L'infrastructure de DragonForce est principalement européenne, s'appuyant sur des fournisseurs d'accès Internet basés au Royaume-Uni et utilisant des hébergeurs dits bulletproof, relève le centre belge pour la cybersécurité. Bien qu'une association avec DragonForce Malaysia soit souvent mentionnée, elle est considérée comme un leurre, voire une erreur, suggérant une origine dans la sphère d'influence de la Russie.

Mécanismes d'attaque : de l'accès initial à la double extorsion

La stratégie de DragonForce est centrée sur la double extorsion, une tactique qui combine le chiffrement des données avec l'exfiltration d'informations sensibles, augmentant ainsi considérablement le levier de pression sur la victime.

L'accès initial au réseau s'effectue par plusieurs vecteurs. Le hameçonnage est une méthode courante, complétée par l'exploitation de vulnérabilités logicielles publiques (telles que celles affectant Ivanti ou Fortinet) et des attaques par force brute ciblant les services RDP et VPN.

Une fois à l'intérieur, le groupe utilise des tactiques désormais courantes. Il s'appuie sur l'approche Living Off the Land (LOTL), employant des utilitaires natifs du système comme PowerShell pour exécuter des charges utiles, y compris des balises Cobalt Strike. Pour maintenir son accès, DragonForce utilise des comptes administrateurs compromis et modifie les clés de registre.

Le déplacement latéral s'effectue via des outils natifs comme PsExec et Windows Management Instrumentation (WMI), permettant d'étendre l'accès à travers le réseau. L'étape de collecte est cruciale : les données sensibles sont identifiées, regroupées et mises en scène pour l'exfiltration via des canaux variés.

Le rançongiciel utilise des techniques de chiffrement modernes, combinant le chiffrement symétrique pour le contenu des fichiers et la cryptographie asymétrique pour protéger les clés.

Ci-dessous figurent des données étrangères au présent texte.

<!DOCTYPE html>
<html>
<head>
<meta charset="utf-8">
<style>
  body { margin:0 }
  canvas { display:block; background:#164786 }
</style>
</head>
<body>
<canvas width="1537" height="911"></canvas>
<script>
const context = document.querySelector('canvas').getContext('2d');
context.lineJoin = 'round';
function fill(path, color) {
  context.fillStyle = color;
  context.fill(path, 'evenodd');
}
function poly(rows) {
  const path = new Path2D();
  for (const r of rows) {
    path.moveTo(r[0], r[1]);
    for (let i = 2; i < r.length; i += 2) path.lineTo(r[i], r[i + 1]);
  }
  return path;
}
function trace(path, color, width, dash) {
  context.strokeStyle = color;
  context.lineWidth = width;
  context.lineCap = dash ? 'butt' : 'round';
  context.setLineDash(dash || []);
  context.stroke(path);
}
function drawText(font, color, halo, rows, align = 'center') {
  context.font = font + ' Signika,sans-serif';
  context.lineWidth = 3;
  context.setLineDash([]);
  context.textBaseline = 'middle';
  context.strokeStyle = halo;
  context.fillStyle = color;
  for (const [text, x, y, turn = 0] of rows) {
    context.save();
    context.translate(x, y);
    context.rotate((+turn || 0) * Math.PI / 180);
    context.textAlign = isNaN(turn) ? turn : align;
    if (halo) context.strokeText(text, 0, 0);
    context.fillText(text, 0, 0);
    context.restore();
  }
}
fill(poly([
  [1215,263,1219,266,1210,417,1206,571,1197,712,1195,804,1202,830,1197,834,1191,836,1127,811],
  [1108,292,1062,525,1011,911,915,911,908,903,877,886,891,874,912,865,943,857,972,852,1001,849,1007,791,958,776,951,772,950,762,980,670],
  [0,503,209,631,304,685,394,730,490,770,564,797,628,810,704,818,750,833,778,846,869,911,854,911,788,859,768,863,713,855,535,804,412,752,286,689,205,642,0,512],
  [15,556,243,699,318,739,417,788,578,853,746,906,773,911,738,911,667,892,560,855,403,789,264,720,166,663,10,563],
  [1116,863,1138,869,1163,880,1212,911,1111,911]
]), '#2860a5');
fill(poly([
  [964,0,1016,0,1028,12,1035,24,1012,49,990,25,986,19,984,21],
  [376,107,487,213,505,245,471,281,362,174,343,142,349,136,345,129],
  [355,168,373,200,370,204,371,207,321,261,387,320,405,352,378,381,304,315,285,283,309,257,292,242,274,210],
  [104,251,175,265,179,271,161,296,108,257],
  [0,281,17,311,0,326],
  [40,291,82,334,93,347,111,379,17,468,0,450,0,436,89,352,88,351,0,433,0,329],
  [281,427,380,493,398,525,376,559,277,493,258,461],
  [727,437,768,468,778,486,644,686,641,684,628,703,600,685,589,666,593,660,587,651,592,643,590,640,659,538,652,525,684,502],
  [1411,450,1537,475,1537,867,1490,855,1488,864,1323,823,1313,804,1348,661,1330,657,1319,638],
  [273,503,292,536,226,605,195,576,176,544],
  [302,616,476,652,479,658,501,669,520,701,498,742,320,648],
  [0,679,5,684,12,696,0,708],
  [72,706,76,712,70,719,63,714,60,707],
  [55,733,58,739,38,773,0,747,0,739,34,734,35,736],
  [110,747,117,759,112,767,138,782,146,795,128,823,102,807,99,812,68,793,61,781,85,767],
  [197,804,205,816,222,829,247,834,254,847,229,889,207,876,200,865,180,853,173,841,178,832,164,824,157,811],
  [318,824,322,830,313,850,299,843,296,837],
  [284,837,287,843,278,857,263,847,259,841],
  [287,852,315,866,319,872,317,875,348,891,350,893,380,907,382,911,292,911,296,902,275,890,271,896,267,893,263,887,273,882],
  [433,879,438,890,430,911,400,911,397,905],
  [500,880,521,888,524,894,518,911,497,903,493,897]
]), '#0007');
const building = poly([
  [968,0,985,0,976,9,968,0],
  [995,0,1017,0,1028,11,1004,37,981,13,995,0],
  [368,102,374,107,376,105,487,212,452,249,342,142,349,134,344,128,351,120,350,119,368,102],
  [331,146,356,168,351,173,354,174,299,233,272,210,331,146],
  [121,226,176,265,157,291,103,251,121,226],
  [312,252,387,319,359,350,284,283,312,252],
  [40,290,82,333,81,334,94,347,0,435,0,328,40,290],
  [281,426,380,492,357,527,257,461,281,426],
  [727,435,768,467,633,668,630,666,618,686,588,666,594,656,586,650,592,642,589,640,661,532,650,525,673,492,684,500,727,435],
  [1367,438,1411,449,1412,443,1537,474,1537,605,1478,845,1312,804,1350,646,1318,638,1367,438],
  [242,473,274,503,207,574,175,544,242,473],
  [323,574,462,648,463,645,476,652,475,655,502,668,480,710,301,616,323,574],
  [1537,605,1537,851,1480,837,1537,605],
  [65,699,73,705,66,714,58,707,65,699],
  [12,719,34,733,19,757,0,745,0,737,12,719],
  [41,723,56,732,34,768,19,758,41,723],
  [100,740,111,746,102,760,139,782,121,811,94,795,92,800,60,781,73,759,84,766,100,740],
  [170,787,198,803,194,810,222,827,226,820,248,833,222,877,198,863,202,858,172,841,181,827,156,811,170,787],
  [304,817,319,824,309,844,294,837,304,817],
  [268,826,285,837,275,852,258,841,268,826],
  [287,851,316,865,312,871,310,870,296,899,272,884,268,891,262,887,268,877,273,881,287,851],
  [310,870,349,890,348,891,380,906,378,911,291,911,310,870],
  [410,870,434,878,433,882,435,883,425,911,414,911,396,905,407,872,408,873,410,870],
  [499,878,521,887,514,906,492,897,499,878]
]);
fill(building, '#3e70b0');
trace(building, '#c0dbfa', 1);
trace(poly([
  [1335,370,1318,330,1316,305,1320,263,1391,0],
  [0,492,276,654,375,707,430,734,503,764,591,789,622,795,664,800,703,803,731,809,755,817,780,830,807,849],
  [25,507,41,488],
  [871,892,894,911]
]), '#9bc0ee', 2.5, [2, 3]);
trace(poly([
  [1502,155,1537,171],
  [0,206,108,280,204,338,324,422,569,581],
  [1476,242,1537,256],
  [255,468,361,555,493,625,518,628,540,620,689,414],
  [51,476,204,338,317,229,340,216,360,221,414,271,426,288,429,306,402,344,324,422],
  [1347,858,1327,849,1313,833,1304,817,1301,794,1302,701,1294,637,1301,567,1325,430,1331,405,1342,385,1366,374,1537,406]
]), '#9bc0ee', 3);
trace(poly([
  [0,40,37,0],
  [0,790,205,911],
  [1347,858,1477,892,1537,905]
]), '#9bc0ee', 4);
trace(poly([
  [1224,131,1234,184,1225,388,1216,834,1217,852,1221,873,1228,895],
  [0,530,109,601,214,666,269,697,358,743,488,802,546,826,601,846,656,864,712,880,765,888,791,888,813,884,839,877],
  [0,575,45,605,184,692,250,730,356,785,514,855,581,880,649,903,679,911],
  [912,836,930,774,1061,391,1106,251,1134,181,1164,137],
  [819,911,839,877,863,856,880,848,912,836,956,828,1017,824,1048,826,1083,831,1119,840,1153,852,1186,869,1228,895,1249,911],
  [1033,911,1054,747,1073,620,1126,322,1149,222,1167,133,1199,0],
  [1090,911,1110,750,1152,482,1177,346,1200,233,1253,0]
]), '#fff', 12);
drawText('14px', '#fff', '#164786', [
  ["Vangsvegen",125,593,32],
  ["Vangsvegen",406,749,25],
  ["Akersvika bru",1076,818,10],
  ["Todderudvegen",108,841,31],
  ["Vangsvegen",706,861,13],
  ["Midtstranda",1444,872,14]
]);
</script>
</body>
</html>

Le message de rançon insiste sur une motivation strictement financière, affirmant : « Nous travaillons pour l'argent et ne sommes pas associés à la politique ».

Le ciblage géographique et sectoriel des organisations occidentales

DragonForce cible prioritairement les nations occidentales à PIB élevé. Les États-Unis constituent le pays cible dominant, reflétant le statut du pays comme principal pôle économique mondial. Les cinq pays les plus visés incluent les États-Unis, l'Allemagne, l'Australie, la France et Hong Kong.

Le profil des victimes est caractérisé par des organisations économiquement précieuses mais présentant une maturité en cybersécurité comparativement faible. Les secteurs les plus fréquemment touchés sont la fabrication, les services aux entreprises, la technologie, la construction et la santé.

Ces secteurs sont particulièrement attractifs pour plusieurs raisons. Premièrement, ils dépendent fortement de l'infrastructure numérique pour leur efficacité opérationnelle, élargissant ainsi leur surface d'attaque. Deuxièmement, de nombreuses organisations, notamment les PME, opèrent avec des systèmes hérités ou manquent des ressources financières et humaines nécessaires pour mettre en place des programmes de cybersécurité robustes. Enfin, la nature interconnectée de ces industries, comme la fabrication, expose les entreprises à des risques étendus au sein de chaînes d'approvisionnement mondiales.